In our business of accelerating team performance, my colleagues and I have observed virtually every permutation of friends and strangers tackling team projects. This outcome is very familiar: teams of strangers who face a challenge together make the best of their individual strengths, and pull success from the jaws of defeat. Then they realize they have become friends and call that the most important outcome. It’s like every Marvel movie ever made.
More important to their employers, they stay in touch, willingly help one another professionally and often personally, and develop new ideas together.
When we put teams together for our three-month programs, we don’t have the ability to put friends together on teams, so we focus on creating the opportunity for people to become friends.
Adam Grant wrote recently about how people, Americans in particular, are less likely to make friends at work now than they used to be. Now, according to Grant, “work is a more transactional place. We go to the office to be efficient, not to form bonds.” *
Grant writes: “When friends work together, they’re more trusting and committed to one another’s success. That means they share more information and spend more time helping – and as long as they don’t hold back on constructive criticism out of politeness, they make better choices and get more done.”
Teams that lack that trust never perform up to their potential. I have seen teams start with tremendous ideas but then direct their attention to who was, or was not, pulling their weight. They become “performance police” rather than focusing on the success of the project and the team. I have seen teams get distracted by who was getting more face time with senior executives or who would benefit most from the outcome of the project.
Much has been written about the need for trust on teams and strategies for building that trust. They all take time. Shared experience makes friends and experience takes time.
What’s more, organizations can realize performance benefits just from the process of becoming friends.

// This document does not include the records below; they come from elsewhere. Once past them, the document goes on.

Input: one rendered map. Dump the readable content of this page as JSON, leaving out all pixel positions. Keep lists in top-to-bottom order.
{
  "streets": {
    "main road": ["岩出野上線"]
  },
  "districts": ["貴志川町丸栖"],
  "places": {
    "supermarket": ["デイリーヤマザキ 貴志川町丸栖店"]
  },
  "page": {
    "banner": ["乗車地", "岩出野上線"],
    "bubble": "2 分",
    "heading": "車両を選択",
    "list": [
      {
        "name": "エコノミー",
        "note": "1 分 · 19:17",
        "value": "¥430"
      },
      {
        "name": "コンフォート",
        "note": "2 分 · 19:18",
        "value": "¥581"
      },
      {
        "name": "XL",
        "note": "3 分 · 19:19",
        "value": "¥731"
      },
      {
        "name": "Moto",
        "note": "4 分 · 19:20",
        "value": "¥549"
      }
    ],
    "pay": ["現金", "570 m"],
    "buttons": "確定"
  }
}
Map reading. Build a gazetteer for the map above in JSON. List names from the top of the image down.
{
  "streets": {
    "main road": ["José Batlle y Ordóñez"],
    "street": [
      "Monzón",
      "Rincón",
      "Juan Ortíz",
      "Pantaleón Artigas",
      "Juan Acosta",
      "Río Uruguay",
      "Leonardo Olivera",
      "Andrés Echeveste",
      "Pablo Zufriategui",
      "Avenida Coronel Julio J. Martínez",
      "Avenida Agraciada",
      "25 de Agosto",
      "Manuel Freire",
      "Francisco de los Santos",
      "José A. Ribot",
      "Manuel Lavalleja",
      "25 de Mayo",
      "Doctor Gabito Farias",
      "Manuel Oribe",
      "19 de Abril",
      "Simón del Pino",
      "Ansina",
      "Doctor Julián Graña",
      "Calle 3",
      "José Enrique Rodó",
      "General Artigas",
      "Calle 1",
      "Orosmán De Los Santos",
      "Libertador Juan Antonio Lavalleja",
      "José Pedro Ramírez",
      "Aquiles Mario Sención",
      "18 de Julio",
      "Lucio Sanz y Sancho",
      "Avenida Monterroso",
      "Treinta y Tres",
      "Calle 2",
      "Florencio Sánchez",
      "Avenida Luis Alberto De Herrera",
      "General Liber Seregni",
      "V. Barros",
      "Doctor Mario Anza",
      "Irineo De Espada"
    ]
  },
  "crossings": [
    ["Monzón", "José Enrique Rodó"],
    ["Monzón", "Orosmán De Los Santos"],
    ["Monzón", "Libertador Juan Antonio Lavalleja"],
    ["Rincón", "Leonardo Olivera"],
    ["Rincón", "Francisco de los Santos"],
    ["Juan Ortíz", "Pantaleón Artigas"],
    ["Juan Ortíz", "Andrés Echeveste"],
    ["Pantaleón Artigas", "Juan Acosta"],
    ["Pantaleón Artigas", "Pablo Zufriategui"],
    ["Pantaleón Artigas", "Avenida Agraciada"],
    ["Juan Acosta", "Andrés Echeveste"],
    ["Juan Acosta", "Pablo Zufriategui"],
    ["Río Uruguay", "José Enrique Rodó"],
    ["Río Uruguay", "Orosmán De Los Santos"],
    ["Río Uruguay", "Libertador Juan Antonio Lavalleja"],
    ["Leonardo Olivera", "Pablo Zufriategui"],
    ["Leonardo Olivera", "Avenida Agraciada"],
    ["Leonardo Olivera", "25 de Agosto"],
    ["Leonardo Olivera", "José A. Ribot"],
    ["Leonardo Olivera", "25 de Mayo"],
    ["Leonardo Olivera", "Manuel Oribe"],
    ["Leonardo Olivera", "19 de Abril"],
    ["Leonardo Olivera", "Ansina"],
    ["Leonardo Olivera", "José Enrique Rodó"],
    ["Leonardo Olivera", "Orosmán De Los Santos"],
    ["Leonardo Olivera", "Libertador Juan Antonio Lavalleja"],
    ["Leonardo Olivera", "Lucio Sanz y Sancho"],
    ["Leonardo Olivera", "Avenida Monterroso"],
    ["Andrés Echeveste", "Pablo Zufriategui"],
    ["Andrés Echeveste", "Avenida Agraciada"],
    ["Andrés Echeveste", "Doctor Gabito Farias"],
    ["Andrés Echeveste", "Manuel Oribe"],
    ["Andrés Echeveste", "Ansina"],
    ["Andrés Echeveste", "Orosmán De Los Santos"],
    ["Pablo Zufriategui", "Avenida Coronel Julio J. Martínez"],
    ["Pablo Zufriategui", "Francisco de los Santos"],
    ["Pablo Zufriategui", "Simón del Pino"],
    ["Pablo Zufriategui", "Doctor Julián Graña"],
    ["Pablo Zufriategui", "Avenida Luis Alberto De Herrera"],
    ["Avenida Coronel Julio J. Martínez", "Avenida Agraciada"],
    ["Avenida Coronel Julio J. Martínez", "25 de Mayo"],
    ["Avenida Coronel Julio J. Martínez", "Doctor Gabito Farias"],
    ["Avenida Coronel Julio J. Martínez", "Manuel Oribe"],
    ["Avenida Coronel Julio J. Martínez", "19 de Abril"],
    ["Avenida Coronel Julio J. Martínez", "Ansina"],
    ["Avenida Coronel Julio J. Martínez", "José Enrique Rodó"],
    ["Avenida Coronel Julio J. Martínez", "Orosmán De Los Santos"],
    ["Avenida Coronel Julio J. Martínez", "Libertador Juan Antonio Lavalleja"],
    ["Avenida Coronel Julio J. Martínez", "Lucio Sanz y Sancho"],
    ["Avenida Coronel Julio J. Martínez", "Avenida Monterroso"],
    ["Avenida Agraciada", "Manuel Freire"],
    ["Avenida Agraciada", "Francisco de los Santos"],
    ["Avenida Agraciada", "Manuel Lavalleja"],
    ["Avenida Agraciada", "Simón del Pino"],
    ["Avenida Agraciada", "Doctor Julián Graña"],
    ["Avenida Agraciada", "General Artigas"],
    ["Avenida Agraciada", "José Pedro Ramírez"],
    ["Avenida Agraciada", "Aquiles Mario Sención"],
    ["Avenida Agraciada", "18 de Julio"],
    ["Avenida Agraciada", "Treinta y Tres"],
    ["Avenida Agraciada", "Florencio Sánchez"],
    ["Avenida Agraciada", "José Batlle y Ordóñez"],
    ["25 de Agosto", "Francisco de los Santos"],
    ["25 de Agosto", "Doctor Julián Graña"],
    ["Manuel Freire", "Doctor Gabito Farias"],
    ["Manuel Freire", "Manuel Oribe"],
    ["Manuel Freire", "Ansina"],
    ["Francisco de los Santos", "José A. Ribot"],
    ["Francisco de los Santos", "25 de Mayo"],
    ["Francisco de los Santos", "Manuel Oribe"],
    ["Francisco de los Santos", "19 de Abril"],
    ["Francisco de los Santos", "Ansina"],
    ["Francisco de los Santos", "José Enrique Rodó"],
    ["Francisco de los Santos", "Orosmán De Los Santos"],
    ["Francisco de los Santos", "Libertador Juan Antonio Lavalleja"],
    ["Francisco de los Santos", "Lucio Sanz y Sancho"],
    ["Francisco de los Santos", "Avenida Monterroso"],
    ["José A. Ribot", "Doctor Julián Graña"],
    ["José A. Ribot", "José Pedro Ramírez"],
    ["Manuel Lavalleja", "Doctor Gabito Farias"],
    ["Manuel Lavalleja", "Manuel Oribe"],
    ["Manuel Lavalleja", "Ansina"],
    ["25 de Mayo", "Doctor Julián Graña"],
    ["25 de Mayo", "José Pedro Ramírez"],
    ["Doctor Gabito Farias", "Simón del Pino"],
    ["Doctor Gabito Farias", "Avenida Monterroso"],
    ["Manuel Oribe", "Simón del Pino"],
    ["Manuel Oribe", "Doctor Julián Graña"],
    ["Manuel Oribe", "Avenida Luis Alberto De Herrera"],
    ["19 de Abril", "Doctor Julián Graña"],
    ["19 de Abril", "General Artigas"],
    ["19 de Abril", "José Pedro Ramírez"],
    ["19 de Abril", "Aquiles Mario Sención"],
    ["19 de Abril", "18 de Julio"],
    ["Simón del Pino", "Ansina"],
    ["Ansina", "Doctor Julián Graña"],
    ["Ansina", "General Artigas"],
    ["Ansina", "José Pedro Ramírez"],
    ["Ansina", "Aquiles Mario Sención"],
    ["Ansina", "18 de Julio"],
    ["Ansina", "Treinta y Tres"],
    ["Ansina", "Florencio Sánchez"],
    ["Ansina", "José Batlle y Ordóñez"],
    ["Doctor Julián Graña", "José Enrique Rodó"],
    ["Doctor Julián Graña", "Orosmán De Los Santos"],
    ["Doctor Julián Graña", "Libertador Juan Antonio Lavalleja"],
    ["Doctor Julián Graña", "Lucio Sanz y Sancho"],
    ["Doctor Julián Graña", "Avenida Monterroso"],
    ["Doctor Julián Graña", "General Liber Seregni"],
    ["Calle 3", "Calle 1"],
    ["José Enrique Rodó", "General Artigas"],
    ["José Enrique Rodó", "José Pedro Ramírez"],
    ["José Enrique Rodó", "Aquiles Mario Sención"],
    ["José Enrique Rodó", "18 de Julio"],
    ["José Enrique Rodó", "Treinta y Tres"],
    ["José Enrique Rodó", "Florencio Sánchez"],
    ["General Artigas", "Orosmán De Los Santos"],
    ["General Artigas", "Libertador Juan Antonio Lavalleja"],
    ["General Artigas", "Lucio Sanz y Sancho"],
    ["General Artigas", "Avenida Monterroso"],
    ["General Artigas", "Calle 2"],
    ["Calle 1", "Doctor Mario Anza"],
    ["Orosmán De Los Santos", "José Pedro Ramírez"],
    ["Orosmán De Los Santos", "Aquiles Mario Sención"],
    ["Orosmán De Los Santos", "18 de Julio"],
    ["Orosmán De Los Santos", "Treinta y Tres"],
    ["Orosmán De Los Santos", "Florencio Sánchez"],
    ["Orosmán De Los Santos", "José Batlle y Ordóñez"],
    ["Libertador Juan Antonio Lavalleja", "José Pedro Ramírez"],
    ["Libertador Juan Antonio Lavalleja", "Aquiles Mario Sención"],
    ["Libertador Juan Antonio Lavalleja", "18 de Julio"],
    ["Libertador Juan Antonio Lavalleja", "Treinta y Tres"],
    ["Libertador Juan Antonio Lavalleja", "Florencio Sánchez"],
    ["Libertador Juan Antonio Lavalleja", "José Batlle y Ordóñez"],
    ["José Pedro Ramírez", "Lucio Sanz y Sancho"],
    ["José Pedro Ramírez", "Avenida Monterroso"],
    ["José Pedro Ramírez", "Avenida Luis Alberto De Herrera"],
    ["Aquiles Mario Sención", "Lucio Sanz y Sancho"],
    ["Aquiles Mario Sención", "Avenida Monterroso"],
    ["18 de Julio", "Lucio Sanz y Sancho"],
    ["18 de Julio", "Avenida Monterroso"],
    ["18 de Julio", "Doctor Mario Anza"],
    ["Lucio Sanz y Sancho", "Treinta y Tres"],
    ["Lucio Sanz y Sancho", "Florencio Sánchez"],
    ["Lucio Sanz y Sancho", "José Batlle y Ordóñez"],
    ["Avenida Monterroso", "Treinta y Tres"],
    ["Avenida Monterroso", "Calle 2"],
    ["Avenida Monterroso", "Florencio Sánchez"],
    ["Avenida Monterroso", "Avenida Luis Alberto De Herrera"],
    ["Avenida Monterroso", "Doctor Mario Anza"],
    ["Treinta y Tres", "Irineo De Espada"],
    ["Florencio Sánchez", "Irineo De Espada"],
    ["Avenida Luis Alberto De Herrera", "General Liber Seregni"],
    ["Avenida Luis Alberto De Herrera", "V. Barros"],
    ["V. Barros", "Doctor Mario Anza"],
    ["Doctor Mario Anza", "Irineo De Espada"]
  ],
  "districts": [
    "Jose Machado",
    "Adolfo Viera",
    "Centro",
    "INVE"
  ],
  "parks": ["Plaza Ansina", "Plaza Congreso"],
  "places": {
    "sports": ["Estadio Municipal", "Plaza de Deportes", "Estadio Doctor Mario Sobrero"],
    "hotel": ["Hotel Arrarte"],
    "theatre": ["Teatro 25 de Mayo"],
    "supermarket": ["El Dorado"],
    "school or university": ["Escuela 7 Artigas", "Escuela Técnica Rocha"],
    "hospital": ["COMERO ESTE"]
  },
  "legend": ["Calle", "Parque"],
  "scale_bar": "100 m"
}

Making new friends is hard. It’s risky, it leaves you vulnerable, there’s not usually a clear moment when you cross the line from colleagues to friends and you might not both do it at the same time. So in that becoming friends time, the uncertainty makes you more attentive to the other person’s cues. Attending to those cues not only helps you become friends, it helps you work better together.
But people can work together for a long time without becoming friends. So how can an organization facilitate friendships?
Here are four aspects of a work experience that will set the stage for friendships to form. Think about them next time you create an assignment.
- Duration: Short team building exercises and social events don’t work because it takes time to make friends. A long term deliverable of, say, a few months, and the prospect of future work together makes a huge difference in whether people will invest the time to get to know one another.
- Divergence from the familiar: When people step out of their comfort zones, friendships are more easily made. Think about how much easier it is to make friends with someone on a train in a foreign country than on the subway headed to work. Divergence from typical work responsibilities is important also as it removes concern about encroachment on turf or someone having a disproportionate advantage or responsibility.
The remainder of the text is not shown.